Review for NeurIPS paper: Probabilistic Active Meta-Learning

NeurIPS 2020

Probabilistic Active Meta-Learning

Review 1

Summary and Contributions: This paper proposes a meta-learning approach that models tasks' latent embeddings that help to select the most informative tasks to learn next. The contribution of the paper is a probabilistic framework for active meta-learning which uses the learnt latent task embedding to rank tasks in the order of their informativeness. The method is evaluated by learning the environment dynamics for several in classical reinforcement learning environments.

Strengths: The grounding of the proposed approach looks sound to me. The model formulation is intuitive and does not make any overly restrictive assumptions. The experimental results are clearly communicated and show consistent improvement in the quality of the learnt dynamics model by the proposed method. I liked the experimental setting that includes fully observed task parameters, partially observed task parameters, noisy task parameters and pixel task parameters. This paper provides code for reproducing the experiment of the paper. While I didn't run the code, it looks to me well organized and reasonably documented.

Weaknesses: Empirical evaluation The method proposed in this paper learns the dynamics of the model that could be used as a model for model-based reinforcement learning. The evaluation is only done on the quality of the learnt model, but it would be very interesting to see how the improvement in the model translates into an improvement in the policy quality. The evaluation is done on 3 environments, but only one of the tasks is learnt from high-dimensional state space of images. It would be interesting to see such state-space in other tasks and also to see how the method could scale to other more complex tasks.
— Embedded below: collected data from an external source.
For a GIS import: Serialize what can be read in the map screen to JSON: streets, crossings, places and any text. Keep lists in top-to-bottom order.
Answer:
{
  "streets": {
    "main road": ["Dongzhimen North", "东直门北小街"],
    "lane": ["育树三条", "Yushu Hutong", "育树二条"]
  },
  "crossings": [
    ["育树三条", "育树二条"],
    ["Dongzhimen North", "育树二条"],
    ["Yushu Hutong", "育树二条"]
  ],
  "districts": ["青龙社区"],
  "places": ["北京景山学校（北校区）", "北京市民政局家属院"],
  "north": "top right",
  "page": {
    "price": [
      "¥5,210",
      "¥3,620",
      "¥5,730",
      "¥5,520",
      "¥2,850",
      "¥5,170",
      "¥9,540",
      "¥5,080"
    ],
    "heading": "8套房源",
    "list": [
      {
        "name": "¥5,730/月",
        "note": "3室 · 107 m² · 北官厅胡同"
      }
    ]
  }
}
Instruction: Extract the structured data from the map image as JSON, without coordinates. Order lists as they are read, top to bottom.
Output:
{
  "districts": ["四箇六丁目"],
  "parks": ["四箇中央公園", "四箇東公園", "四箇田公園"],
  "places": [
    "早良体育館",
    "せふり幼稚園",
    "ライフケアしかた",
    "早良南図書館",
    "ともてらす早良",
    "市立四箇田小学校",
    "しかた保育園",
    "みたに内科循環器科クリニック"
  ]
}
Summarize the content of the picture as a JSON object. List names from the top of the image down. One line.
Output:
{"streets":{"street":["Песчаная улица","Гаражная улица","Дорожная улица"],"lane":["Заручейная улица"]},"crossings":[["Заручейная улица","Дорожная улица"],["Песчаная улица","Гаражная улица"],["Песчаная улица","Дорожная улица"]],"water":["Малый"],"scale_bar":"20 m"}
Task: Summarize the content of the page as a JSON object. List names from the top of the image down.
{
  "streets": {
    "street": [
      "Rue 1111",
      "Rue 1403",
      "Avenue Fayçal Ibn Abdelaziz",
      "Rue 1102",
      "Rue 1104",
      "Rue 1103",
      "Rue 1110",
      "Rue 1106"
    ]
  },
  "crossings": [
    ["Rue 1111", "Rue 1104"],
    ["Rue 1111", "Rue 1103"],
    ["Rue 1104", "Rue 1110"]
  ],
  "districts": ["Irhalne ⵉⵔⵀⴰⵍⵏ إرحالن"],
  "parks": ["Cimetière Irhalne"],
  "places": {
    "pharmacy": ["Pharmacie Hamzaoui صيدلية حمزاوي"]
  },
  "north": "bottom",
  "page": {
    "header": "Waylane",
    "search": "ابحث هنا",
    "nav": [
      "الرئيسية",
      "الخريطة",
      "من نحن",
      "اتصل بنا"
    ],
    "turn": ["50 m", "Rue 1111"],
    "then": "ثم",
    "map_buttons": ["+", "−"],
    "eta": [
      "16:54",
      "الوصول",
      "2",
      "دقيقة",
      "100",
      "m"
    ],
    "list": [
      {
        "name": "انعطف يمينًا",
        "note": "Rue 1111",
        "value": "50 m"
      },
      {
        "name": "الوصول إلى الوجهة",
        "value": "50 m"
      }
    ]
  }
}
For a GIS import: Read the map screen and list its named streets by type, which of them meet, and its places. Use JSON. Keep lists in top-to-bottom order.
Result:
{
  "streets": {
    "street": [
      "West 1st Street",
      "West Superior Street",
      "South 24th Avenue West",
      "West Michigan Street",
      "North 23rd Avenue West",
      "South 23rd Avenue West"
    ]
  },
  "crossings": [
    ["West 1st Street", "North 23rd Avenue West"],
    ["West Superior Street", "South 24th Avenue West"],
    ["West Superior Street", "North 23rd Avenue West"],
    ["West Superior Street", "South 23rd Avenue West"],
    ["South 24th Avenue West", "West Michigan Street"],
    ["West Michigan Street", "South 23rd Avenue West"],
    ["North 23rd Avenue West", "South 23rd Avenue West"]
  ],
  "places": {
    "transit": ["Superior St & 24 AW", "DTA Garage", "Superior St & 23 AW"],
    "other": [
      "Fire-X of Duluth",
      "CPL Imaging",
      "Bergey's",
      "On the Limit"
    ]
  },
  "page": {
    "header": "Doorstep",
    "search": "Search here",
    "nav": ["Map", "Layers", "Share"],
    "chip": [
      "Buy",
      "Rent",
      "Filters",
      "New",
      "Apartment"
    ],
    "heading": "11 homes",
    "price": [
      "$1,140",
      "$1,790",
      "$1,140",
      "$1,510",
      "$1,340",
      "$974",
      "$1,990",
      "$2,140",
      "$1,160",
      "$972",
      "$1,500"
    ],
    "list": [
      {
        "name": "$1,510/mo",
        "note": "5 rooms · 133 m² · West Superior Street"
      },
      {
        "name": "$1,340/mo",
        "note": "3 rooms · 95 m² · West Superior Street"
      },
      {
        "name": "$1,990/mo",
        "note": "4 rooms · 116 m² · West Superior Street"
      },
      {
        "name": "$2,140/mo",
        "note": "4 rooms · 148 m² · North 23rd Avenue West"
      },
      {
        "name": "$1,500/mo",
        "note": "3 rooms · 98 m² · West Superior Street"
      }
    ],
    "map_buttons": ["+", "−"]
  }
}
Besides, the experimental evaluation contains some analysis/examples of the selected tasks in partial and noisy task parameters, but similar insights are missing in the results in fully observed and pixel task descriptors.

Correctness: The approach and the evaluation methodology look correct to me.

Clarity: The paper is very well written and illustrations are very well made. Some minor comments and questions: - At the very beginning of the article, it is not clear immediately what is meant by "task". It would help if it was introduced at the beginning of the introduction. - The illustrations are very nice, but unfortunately not readable in black and white. - "Noisy task parameters" makes me think more about adding some sampled noise to the task descriptors rather than adding a superfluous dimension. Maybe a more appropriate name could be related to "redundancy"? - It is not very clear to me in the setting with pixel task descriptors if the VAE embedding is used directly as a latent task embedding or not. If it is the case, does it mean that it is not jointly optimised with the meta-learning objective?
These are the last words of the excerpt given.